-------- Supplied material --------

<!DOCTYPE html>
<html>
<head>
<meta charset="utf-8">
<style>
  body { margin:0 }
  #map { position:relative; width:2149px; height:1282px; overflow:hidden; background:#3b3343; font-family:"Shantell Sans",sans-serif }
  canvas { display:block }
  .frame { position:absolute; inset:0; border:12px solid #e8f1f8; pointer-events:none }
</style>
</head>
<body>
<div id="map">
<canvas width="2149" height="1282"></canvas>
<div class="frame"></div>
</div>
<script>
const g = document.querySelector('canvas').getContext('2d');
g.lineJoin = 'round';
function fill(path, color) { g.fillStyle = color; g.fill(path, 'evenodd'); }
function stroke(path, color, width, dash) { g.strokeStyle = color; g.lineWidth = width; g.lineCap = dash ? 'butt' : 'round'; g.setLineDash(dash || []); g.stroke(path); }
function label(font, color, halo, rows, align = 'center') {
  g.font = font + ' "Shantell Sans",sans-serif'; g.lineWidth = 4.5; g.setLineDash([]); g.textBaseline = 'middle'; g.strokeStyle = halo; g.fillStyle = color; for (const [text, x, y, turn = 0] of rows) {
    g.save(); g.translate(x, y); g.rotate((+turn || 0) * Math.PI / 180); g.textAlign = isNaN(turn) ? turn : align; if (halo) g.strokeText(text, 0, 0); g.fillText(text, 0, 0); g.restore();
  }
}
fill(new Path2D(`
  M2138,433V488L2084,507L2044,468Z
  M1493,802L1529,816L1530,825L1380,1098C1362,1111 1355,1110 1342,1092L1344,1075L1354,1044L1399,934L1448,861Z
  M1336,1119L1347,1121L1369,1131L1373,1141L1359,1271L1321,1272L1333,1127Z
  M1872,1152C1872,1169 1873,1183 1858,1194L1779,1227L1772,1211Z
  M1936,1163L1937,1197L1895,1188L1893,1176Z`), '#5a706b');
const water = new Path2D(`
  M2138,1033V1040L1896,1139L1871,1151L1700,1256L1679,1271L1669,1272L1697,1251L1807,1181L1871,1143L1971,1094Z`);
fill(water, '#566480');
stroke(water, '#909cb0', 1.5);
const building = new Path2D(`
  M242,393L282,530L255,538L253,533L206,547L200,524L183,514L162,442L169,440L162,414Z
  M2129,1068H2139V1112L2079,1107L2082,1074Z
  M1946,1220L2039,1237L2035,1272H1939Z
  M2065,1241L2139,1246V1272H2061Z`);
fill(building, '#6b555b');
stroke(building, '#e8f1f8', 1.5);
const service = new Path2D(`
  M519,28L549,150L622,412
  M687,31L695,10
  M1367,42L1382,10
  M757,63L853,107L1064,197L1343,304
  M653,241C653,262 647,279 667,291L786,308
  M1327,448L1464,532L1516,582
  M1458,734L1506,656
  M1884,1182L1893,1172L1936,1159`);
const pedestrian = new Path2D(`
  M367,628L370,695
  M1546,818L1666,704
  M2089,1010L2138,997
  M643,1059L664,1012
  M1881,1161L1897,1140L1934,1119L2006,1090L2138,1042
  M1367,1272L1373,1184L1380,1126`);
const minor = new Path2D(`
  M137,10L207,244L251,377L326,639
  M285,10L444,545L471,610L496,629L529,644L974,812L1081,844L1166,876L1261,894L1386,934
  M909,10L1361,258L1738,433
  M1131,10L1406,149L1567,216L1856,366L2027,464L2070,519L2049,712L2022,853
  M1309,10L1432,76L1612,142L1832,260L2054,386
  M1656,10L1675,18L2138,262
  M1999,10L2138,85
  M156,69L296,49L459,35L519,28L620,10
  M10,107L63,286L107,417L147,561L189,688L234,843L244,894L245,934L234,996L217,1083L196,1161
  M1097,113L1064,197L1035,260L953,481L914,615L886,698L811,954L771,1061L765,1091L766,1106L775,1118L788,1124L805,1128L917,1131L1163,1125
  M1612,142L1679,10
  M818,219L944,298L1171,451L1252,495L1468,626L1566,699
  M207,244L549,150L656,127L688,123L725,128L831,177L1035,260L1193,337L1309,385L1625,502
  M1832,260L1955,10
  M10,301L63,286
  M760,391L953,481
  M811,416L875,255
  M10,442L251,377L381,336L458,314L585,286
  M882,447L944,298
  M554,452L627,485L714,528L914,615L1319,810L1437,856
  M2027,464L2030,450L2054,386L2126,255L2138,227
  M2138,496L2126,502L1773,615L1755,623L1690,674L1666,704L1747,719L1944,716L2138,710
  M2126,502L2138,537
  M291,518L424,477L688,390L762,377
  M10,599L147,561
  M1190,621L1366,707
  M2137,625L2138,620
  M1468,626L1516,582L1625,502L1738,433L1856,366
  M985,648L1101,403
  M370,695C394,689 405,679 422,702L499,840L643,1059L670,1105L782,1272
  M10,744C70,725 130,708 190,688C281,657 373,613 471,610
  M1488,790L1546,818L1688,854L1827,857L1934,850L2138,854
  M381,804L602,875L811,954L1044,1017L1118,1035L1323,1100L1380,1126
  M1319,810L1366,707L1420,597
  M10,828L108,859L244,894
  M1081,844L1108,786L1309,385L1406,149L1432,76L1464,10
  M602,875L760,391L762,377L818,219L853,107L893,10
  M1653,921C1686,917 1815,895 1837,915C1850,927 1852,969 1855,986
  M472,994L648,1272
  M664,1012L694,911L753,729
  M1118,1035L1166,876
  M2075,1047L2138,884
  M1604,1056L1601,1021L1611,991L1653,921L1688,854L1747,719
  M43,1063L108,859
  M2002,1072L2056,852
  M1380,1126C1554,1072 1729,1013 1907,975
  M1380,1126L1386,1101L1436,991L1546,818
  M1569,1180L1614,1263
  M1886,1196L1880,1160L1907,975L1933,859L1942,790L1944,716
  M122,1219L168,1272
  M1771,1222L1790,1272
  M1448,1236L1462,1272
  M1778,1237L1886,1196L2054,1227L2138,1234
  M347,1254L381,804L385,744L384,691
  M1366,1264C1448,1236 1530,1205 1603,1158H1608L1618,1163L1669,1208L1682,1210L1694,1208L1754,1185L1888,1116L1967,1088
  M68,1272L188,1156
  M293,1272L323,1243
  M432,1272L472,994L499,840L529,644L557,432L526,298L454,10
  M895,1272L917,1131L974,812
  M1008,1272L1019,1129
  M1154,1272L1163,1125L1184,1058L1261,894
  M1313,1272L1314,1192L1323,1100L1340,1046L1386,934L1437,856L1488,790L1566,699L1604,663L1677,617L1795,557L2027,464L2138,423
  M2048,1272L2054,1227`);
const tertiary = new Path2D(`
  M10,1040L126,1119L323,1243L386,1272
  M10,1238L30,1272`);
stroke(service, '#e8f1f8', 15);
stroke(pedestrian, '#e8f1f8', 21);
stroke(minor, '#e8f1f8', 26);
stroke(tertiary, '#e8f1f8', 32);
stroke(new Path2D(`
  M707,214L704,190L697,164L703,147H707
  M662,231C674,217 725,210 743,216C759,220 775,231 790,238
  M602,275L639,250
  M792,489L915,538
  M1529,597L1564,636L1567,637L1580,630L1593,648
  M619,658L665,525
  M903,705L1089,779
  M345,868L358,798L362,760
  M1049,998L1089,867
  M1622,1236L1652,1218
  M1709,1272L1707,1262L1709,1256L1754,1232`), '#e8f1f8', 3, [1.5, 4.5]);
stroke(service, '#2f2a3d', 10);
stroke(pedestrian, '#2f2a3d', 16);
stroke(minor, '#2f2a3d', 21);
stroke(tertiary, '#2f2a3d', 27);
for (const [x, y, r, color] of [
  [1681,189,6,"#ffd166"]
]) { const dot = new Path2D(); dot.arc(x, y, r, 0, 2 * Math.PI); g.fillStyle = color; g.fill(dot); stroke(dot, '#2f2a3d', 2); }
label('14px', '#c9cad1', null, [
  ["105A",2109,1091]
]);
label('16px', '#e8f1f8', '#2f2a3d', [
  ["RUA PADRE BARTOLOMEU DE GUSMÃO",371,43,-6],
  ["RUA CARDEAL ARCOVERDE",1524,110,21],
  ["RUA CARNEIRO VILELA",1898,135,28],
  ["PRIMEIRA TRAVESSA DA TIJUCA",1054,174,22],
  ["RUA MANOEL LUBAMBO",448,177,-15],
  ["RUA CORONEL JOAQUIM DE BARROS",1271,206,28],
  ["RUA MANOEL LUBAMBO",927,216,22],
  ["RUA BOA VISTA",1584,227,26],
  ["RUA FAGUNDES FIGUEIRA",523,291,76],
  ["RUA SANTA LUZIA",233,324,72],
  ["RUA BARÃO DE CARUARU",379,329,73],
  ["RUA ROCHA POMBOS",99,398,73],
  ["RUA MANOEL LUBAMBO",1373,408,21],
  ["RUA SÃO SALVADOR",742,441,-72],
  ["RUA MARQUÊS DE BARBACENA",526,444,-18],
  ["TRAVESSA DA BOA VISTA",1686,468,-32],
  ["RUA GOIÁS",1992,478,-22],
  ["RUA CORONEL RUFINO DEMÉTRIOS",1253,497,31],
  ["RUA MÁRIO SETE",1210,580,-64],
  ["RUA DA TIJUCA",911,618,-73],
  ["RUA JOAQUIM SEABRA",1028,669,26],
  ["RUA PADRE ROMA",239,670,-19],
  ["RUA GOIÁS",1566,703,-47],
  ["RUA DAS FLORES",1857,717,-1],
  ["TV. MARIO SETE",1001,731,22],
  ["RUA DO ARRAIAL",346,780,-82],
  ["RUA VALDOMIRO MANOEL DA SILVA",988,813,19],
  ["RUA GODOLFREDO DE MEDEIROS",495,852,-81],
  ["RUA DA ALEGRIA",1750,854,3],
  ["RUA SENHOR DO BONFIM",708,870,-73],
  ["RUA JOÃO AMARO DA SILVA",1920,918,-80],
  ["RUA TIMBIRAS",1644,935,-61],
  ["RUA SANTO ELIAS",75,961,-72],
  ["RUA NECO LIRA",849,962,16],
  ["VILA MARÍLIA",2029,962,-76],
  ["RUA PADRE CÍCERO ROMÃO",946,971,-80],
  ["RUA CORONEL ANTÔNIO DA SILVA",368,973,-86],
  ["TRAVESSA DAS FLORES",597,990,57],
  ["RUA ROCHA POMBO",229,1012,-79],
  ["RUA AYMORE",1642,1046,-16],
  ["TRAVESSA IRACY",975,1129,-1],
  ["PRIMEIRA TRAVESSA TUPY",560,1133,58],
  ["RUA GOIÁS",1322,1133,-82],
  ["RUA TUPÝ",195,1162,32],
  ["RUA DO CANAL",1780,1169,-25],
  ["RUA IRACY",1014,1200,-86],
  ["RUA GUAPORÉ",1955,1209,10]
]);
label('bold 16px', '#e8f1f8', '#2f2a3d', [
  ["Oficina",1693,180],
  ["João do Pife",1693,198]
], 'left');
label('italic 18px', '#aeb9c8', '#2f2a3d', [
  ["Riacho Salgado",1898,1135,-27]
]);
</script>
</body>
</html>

--------

*Exercise brief*: Every line containing the string "function" should be pulled from the listing and copied.

*Answer section*:
function fill(path, color) { g.fillStyle = color; g.fill(path, 'evenodd'); }
function stroke(path, color, width, dash) { g.strokeStyle = color; g.lineWidth = width; g.lineCap = dash ? 'butt' : 'round'; g.setLineDash(dash || []); g.stroke(path); }
function label(font, color, halo, rows, align = 'center') {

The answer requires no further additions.